> [WHAT THIS TASK INVOLVES] Copy all lines holding the word "stream" from the entries.

> [EXERCISE DATA]
-----

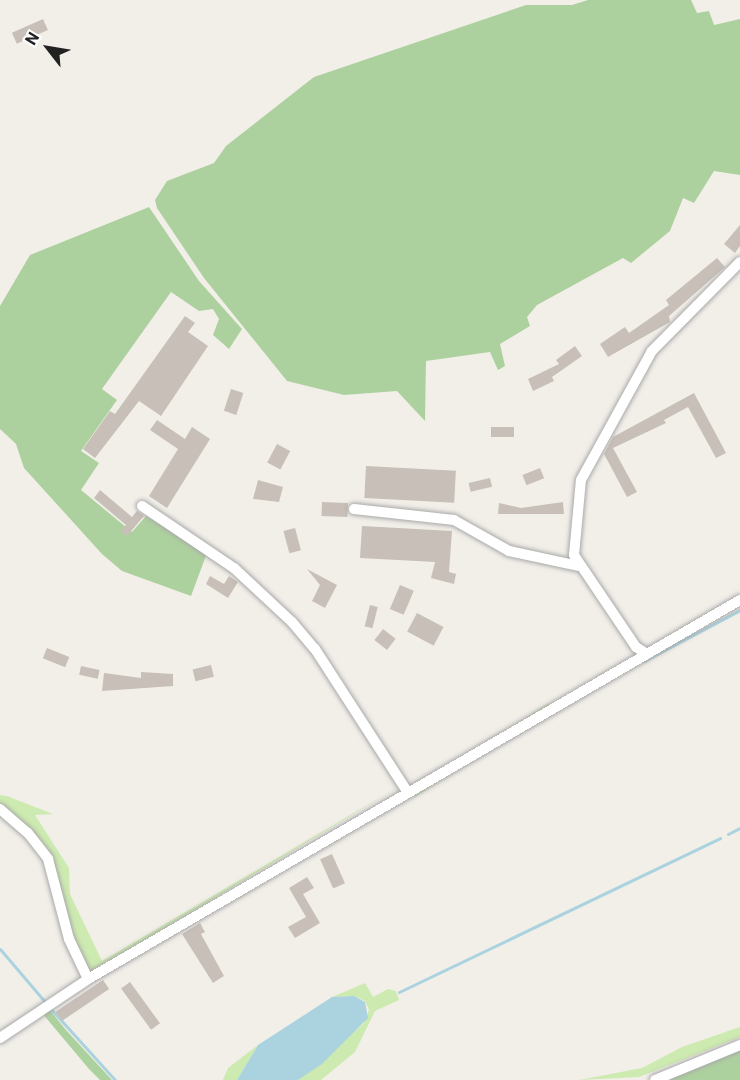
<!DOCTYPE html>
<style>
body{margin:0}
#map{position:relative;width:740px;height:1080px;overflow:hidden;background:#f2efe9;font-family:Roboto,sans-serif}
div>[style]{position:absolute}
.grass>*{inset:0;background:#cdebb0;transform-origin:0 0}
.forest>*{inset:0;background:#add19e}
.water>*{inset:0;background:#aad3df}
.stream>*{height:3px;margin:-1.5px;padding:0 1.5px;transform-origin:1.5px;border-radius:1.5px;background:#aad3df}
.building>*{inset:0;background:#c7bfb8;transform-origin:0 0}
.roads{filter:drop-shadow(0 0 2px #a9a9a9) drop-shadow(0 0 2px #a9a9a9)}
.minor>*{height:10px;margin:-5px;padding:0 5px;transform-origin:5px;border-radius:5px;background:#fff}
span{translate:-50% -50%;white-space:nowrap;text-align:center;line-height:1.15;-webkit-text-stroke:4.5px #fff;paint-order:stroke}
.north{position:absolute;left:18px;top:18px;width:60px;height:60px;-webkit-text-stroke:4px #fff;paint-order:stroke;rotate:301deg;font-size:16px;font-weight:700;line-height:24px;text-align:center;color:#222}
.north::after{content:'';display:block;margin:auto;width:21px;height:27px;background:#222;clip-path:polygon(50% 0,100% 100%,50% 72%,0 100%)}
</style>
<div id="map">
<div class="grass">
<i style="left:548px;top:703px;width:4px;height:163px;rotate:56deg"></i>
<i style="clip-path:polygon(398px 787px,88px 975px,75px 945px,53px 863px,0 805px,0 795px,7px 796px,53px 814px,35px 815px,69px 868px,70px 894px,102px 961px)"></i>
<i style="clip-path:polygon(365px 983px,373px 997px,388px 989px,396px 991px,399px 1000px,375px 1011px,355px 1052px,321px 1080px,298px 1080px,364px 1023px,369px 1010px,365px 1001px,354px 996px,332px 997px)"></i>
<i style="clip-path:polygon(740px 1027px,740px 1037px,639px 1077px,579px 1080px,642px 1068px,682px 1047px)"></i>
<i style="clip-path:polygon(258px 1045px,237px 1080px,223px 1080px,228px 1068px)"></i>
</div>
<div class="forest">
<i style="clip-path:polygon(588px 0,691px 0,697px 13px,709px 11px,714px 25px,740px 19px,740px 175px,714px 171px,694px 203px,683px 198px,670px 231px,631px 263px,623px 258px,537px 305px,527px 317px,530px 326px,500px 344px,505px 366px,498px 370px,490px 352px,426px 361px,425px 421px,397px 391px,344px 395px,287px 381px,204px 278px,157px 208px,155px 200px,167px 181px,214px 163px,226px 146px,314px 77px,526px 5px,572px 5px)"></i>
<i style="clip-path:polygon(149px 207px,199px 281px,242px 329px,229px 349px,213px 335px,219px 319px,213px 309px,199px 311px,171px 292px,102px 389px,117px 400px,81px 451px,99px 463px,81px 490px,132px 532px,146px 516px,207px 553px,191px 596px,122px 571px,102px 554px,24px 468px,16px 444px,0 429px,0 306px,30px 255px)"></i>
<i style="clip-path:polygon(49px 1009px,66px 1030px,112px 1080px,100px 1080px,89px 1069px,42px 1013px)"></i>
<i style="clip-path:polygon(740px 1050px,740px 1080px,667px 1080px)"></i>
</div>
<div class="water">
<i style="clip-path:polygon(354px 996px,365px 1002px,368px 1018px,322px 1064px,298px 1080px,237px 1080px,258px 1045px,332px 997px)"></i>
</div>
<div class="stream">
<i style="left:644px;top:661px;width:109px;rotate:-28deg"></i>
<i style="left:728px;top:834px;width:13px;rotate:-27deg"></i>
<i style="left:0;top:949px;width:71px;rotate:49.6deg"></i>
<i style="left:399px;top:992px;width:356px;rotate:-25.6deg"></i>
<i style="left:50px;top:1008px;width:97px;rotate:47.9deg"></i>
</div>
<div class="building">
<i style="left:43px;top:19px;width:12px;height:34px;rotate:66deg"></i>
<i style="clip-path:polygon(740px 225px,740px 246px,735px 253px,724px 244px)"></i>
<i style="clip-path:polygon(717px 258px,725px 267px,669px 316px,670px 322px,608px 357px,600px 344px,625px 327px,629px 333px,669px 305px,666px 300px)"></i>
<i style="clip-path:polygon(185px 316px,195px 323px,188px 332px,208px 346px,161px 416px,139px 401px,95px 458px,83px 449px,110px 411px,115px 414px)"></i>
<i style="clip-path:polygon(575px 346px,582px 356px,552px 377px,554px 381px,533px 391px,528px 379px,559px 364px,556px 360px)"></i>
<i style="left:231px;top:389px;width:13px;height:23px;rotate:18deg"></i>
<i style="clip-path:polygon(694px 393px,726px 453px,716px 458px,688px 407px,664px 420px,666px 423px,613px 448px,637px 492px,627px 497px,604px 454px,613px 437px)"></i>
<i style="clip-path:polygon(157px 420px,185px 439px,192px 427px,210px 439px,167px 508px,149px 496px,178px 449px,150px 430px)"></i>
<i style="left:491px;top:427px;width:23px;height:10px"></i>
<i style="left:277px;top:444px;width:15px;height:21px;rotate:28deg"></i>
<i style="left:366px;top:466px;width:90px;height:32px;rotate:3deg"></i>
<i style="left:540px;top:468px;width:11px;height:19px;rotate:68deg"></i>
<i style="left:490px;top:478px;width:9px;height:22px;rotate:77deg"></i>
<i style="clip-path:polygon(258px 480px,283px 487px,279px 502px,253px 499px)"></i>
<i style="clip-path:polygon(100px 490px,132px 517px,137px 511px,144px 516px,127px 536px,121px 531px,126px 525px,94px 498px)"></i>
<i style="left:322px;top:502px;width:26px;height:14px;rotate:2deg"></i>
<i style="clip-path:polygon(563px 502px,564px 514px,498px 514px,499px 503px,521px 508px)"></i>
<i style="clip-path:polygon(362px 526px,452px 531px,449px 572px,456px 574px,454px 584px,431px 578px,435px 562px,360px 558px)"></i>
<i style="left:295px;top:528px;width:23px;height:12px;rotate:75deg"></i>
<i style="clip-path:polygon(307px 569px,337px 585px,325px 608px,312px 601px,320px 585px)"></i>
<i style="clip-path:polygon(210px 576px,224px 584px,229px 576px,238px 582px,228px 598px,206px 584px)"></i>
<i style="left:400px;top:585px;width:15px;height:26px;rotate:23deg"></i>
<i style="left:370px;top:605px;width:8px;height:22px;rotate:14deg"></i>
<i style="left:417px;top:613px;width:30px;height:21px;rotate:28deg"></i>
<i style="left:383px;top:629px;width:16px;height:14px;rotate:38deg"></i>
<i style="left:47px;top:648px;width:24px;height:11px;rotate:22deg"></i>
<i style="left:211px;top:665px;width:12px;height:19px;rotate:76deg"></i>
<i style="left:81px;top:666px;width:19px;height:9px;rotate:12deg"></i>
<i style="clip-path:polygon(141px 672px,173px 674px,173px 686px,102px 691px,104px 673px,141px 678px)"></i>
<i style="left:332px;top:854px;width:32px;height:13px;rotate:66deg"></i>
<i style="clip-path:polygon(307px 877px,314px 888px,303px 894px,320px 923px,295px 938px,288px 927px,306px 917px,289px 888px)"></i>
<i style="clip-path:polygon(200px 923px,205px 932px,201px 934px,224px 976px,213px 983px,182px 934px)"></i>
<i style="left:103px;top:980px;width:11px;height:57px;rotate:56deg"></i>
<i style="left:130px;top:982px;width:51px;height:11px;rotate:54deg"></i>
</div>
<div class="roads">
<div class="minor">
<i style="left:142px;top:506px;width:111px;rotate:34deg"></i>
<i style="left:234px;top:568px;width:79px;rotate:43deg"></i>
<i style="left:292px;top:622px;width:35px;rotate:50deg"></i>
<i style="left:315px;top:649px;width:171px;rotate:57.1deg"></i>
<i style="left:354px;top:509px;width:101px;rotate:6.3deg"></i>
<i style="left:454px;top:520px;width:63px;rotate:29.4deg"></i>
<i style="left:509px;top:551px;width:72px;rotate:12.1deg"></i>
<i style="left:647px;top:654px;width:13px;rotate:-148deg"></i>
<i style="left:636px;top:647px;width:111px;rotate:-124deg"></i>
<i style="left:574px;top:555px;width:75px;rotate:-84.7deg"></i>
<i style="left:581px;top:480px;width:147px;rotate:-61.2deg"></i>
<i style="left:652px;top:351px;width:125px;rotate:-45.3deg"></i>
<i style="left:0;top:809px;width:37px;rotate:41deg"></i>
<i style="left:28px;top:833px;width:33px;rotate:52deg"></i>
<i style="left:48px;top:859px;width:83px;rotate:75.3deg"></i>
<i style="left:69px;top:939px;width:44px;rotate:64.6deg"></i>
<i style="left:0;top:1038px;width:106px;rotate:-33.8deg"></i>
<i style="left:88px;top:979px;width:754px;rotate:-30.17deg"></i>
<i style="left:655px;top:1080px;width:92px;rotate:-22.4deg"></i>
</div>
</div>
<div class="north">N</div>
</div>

-----

> [WRITTEN SOLUTION]
.stream>*{height:3px;margin:-1.5px;padding:0 1.5px;transform-origin:1.5px;border-radius:1.5px;background:#aad3df}
<div class="stream">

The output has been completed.